In a very cool paper on different types of replication tests, Verhagen and Wagenmakers proposed their own variant of a Bayesian replication test (see reference below). The test compares the “proponent’s” hypothesis that the new data constitute a replication against the “skeptic’s” hypothesis that the new data constitutes a null effect. The presents simulations comparing the different Bayesian and frequentist measures, and makes a compelling argument for the proposed new measure.

For the case of a t-test, Verhagen and Wagenmakers show how one can approximate the evidential support (Bayes Factor) for the replication hypothesis over the null hypothesis, BF_*r0, *based on just

- the
*t-*statistics of the original and new data - the number of data points in the original
*t*-test and*t*-test over the replication data

It occurred to me that one might be able to use the same measure to assess the replicability of individual effects in linear mixed models (i.e., the evidentiary support for the hypothesis that a specific effect in a multiple linear regression model replicates), in particular in cases where the different predictors in the model are all orthogonal to each other (e.g., in balanced designs). So one purpose of this post is to give everyone something to shout at if they disagree.

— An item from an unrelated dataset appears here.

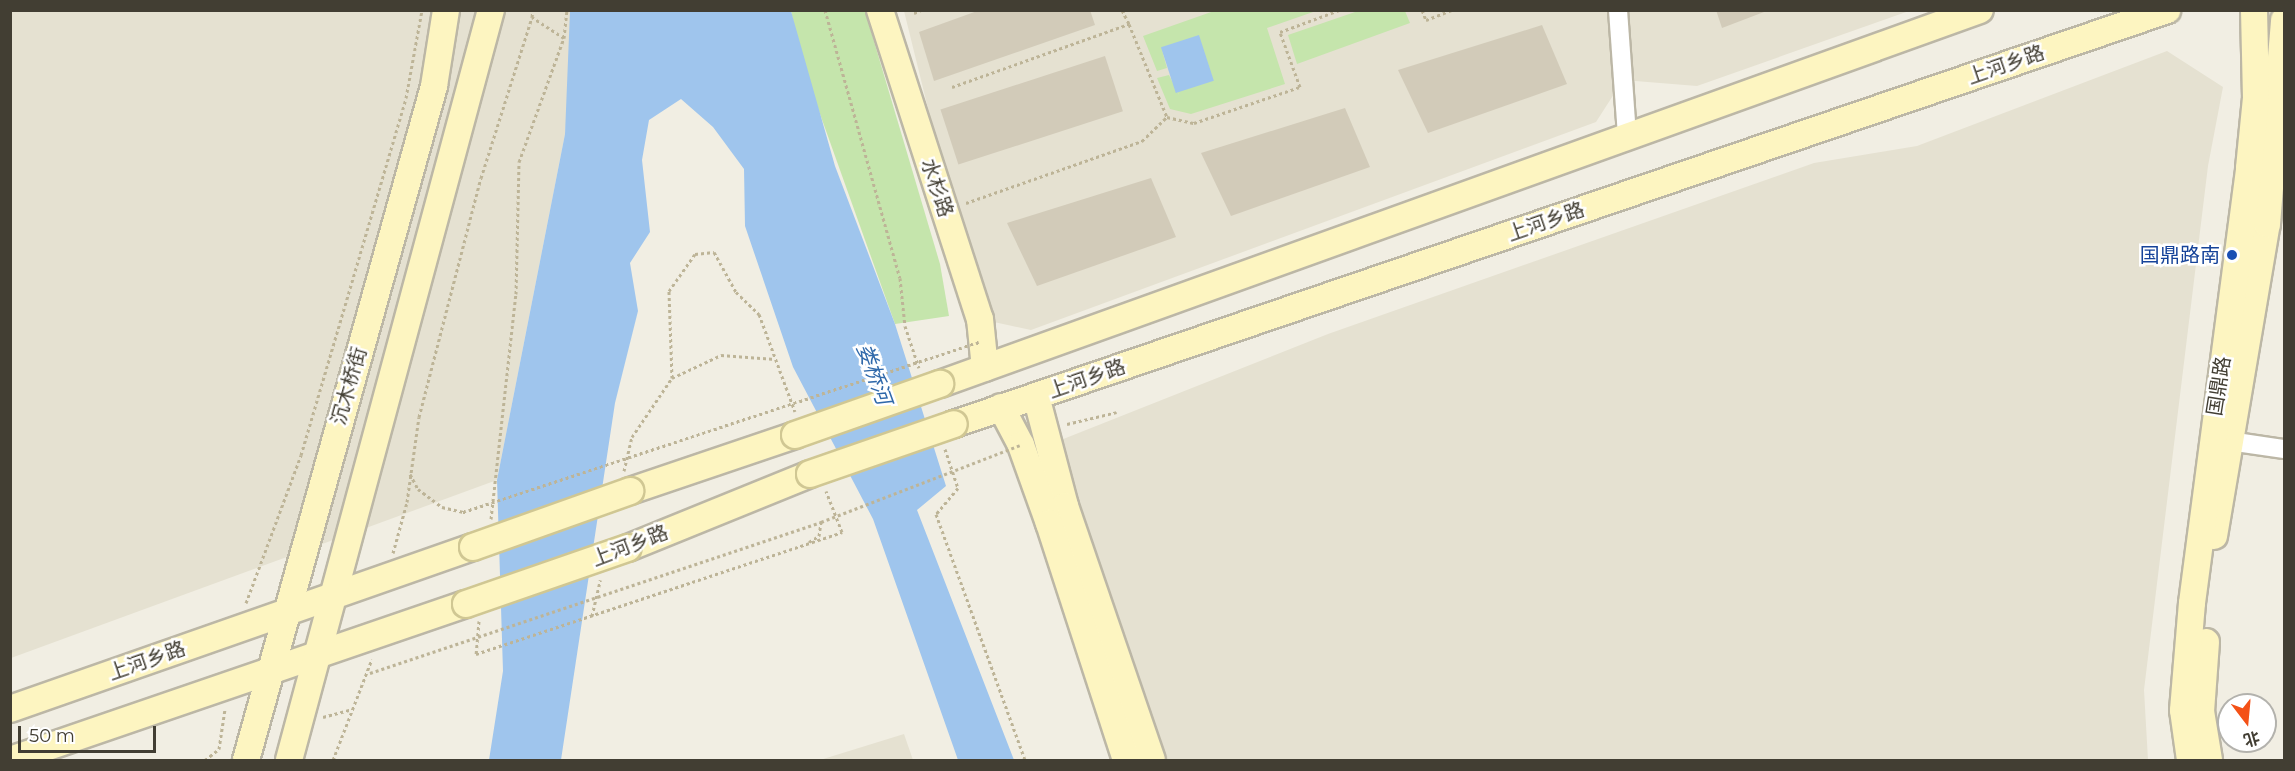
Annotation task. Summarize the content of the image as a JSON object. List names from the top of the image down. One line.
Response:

The second purpose is to post the code here. **The code is really all from Josine Verhagen’s webpage.** I’m posting it here for convenience. But I just

- wrote a quick and dirty wrapper function that uses the
*lmerTest*and*pbkrtest*packages to provide Satterthwaite (fast and often good for large data sets) or Kenward-Roger (more precise, but a*lot*slower and ever more so, the larger the data) approximations of the degrees of freedom for the*t*-test, which are used to get the ‘number of data points’ that went into the original and replication*t*-test. - update the plotting of the prior and posterior densities to use
*ggplot2*, so that the plot can be more easily modified subsequently.

For documentation and background, please see Verhagen and Wagenmaker’s excellent paper!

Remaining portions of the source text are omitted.